Esophageal cancer (EC) is the seventh leading cause of cancer death worldwide (1) and the fourth leading cause of cancer death in China (2). The 5-year survival rate for EC remains one of the lowest in all cancer types, with a 5-year survival of 20% in the United States (1) and 40.1% in China (3). More than 90% of EC patients in China are diagnosed with esophageal squamous cell carcinoma (ESCC) (3, 4), the world's most common type of EC. In Western nations, alcohol drinking and smoking are the primary risk factors for ESCC (5), whereas, in so-called “esophageal cancer belts” such as South Africa, France, Iran, and China, these behaviors are less prevalent (6). Environmental and dietary factors have also been reported to affect ESCC, and essential trace elements may be dose-dependent on the risk of ESCC. Essential trace elements of the human body account for roughly 0.00001% to 0.01% of the total body weight, including Fe, Zn, Cu, Mo, F, V, Ni, Co, Se, Cr, I, and Mn. They play a significant role in maintaining normal biological function, acting as active centers of enzymes or tracing bioactive substances. Numerous studies have attempted to illustrate the meaning of balancing essential trace elements in EC protection or treatment. Yet, the findings of these studies are not always the same. Here, we focus on the connection of esophagus cancer with essential trace elements, especially zinc, copper, iron, and selenium.

Zinc is one of the most abundant trace elements found in almost all organs and tissues of the body. It plays a critical role in stabilizing the structures of many proteins, especially those participating in DNA synthesis and RNA transcription, thus regulating cell growth, development, and differentiation, maintaining an immune response, and mediating oxidative stress and apoptosis (7–9). Among all the biological functions, it should be highlighted that zinc could inhibit chronic or acute oxidative stress, which is one of the mechanisms of cancer development. Zinc deficiency impairs the antioxidant activity and renders the organism more susceptible to injury induced by various oxidative stressors (10). Therefore, an adequate level of zinc is important for individuals. Some laboratory studies have established an association between zinc deficiency and cancer (11–16). Zinc homeostasis could influence T-cell activation as well as the polarization of T helper (Th) cells into their different subpopulations [Th1, Th2, Th17, regulatory T cells (Treg)], thus regulating cancer immune microenviroment (15). Choi et al. found that zinc could inhibit cell proliferation of EC cells through Orai1-mediated intracellular Ca²⁺ oscillations and revealed a possible molecular basis for zinc-induced cancer prevention and the Orai1-SOCE signaling pathway in cancer cells (16). Several studies have already shown the relationship between dietary zinc deficiency and ESCC (17, 18). ESCC in Linxian is a high-incidence area in China. A study from Linxian showed that the zinc concentration in biopsy samples was negatively correlated with the venture of EC development, exhibiting strong proof for the connection of dietary zinc deficiency with the higher risk of EC in humans (17).

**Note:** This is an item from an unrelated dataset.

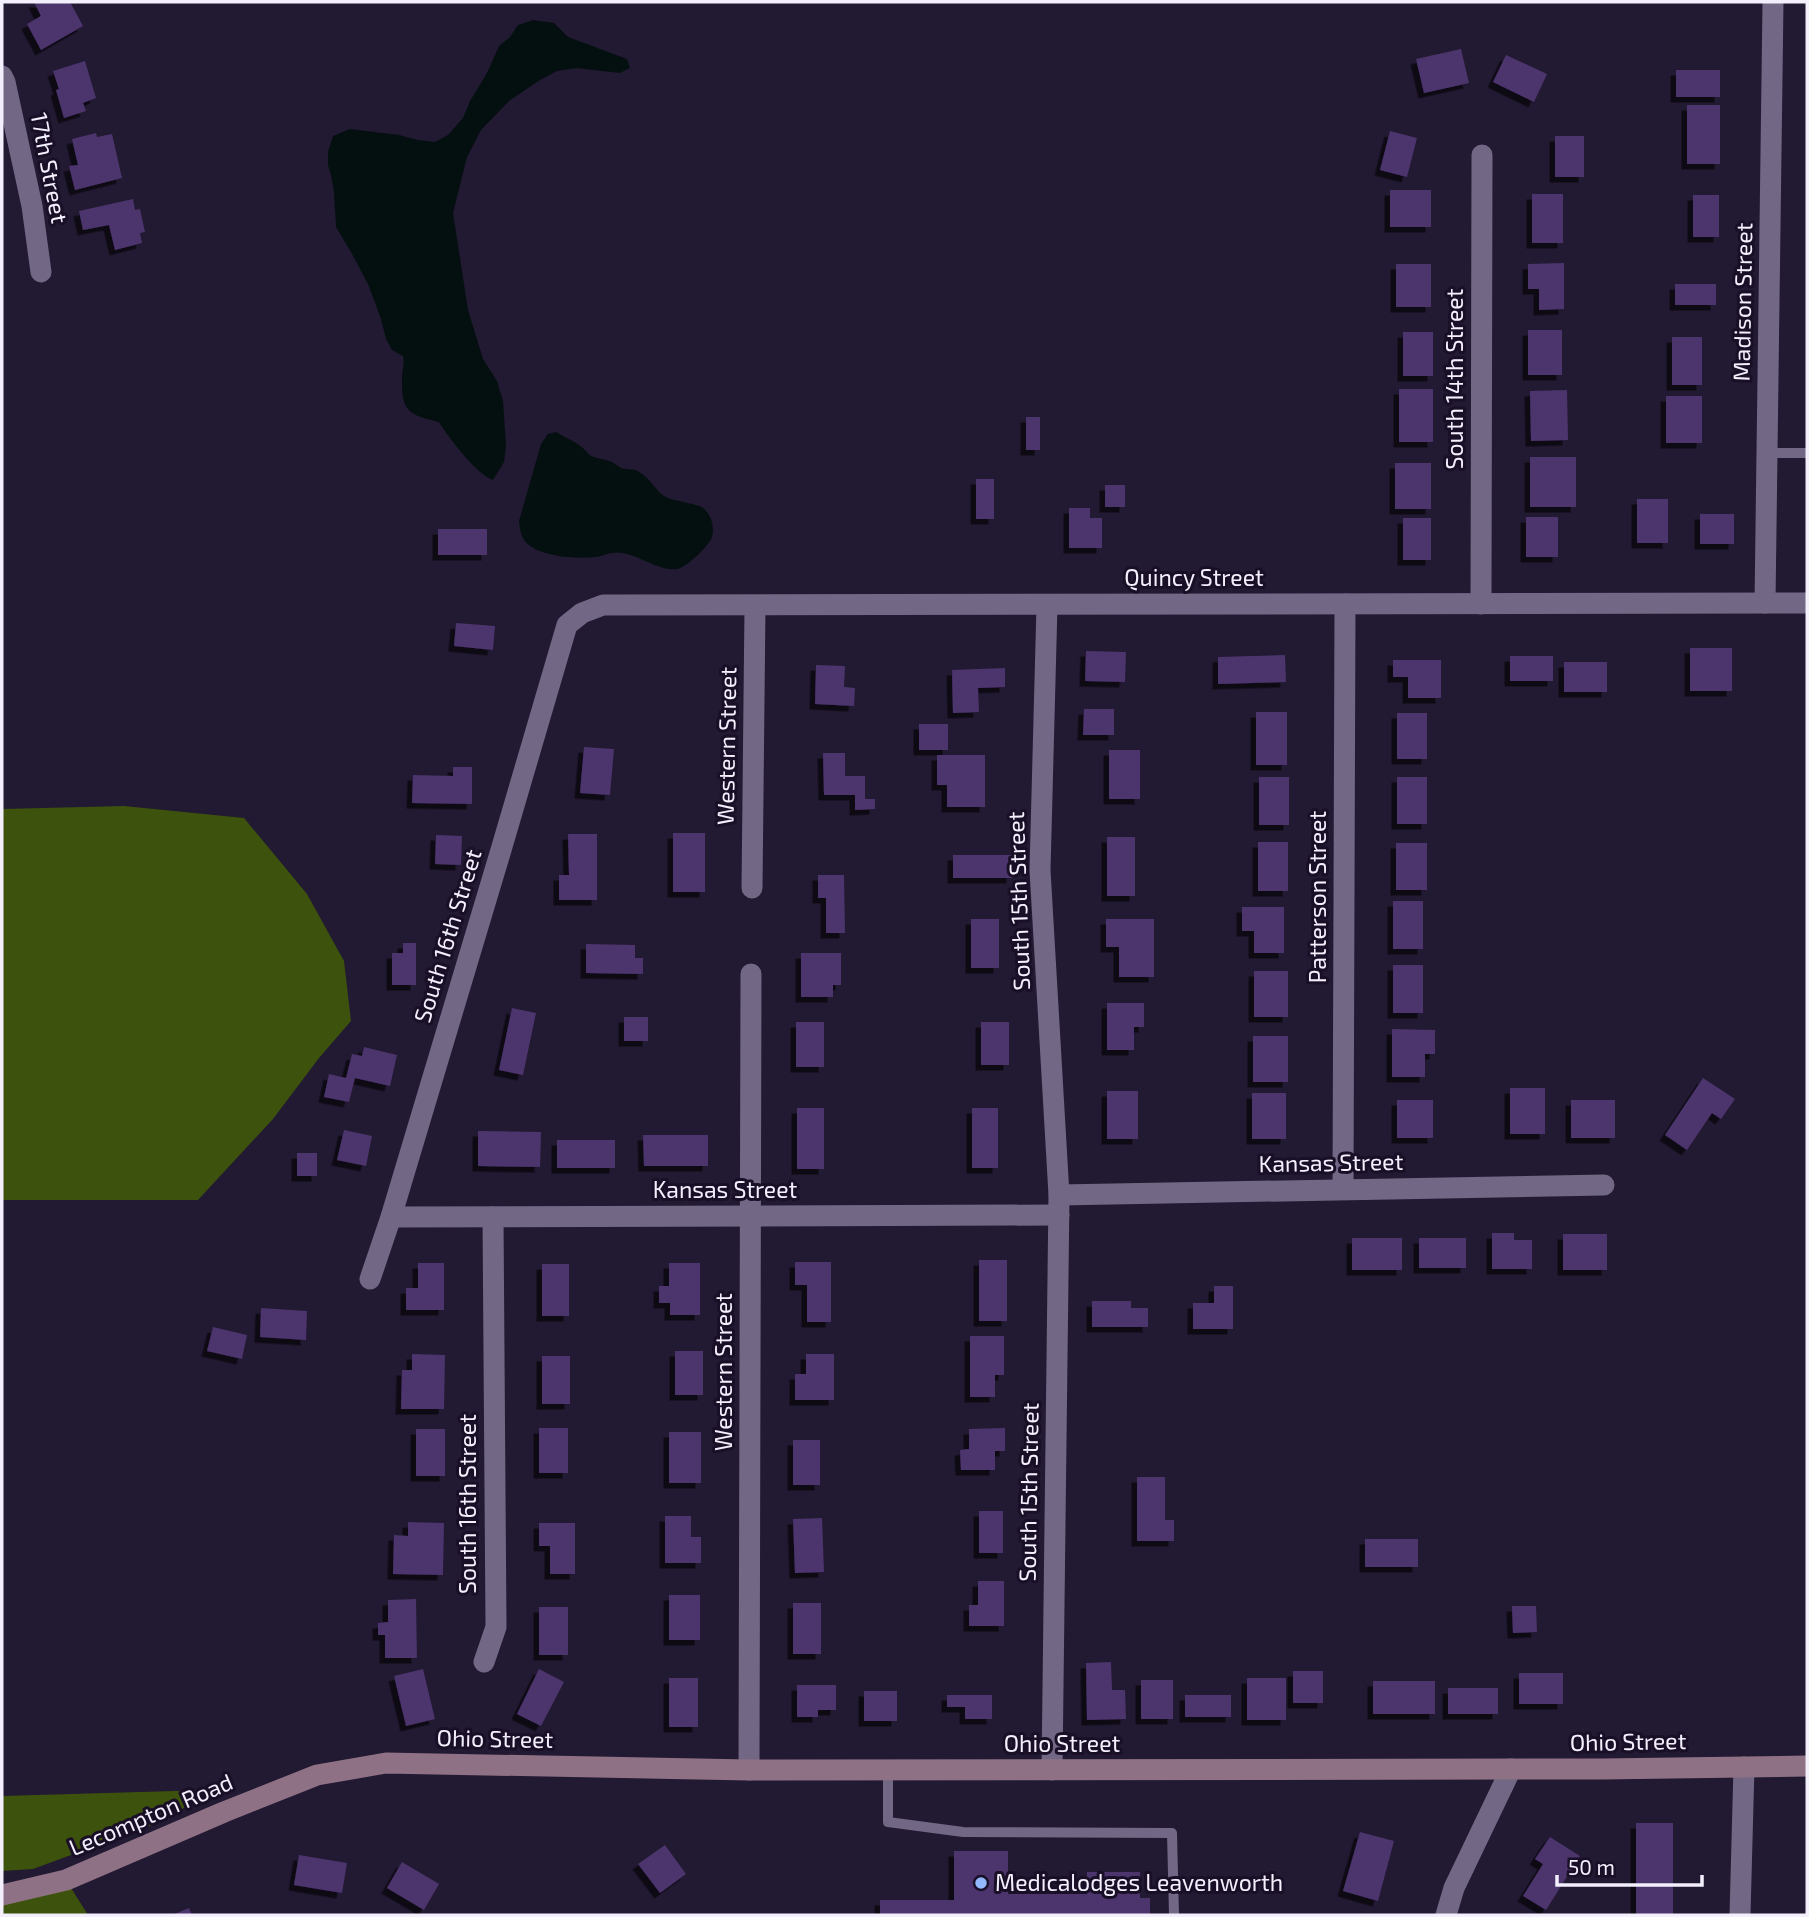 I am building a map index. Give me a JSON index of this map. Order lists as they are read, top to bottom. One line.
{"streets":{"street":["17th Street","Madison Street","South 14th Street","Quincy Street","Western Street","Patterson Street","South 15th Street","South 16th Street","Kansas Street","Ohio Street","Lecompton Road"]},"crossings":[["Madison Street","Quincy Street"],["South 14th Street","Quincy Street"],["Quincy Street","Western Street"],["Quincy Street","Patterson Street"],["Quincy Street","South 15th Street"],["Quincy Street","South 16th Street"],["Western Street","Kansas Street"],["Western Street","Ohio Street"],["Patterson Street","Kansas Street"],["South 15th Street","Kansas Street"],["South 15th Street","Ohio Street"],["South 16th Street","Kansas Street"],["Ohio Street","Lecompton Road"]],"places":["Medicalodges Leavenworth"],"scale_bar":"50 m"}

Zinc consumption was significantly associated with a lower risk of EC and gastric cancer in Asia but not in the United States or Europe (19). The results of a meta-analysis also indicated that increasing zinc supplementation by 5 mg/day was associated with a 15% decrease in EC risk (20). It was reported that the mechanisms between zinc deficiency and the development of EC lie in that zinc deficiency could result in the upregulation of multiple genes related to DNA damage, oxidative stress, immune response, cell proliferation, and apoptosis, thus inducing the development of EC (18). Animal studies showed that ESCC cells proliferated more rapidly in mice fed zinc-deficient diets via inducing overexpression of COX-2, P38, PCNA, and NF-κB (18). ESCC can also be promoted by zinc deficiency through inflammatory gene expression (21, 22) and oncogenic microRNA expression, including upregulation of oncogenic miR-31 and other miRNAs (21, 23). Deeper molecular mechanisms induced by nutrient bioavailability or dietary interventions have recently been studied using integrative genomics methods (24). Fong et al. (25) demonstrated that zinc intake reduced COX-2 mRNA by 80%, an enzyme involved in inflammation, thus bringing prevention or therapeutic possibilities of zinc supplementation for EC. A recent study found that zinc supplementation could protect Barrett's epithelia from transforming into esophageal cancer cells (26), further revealing zinc supplementation's protective effects. The role of zinc in EC diseases is not fully answered and needs further investigation. It seems that zinc intake may decrease EC risk, especially in high ESCC prevalence regions.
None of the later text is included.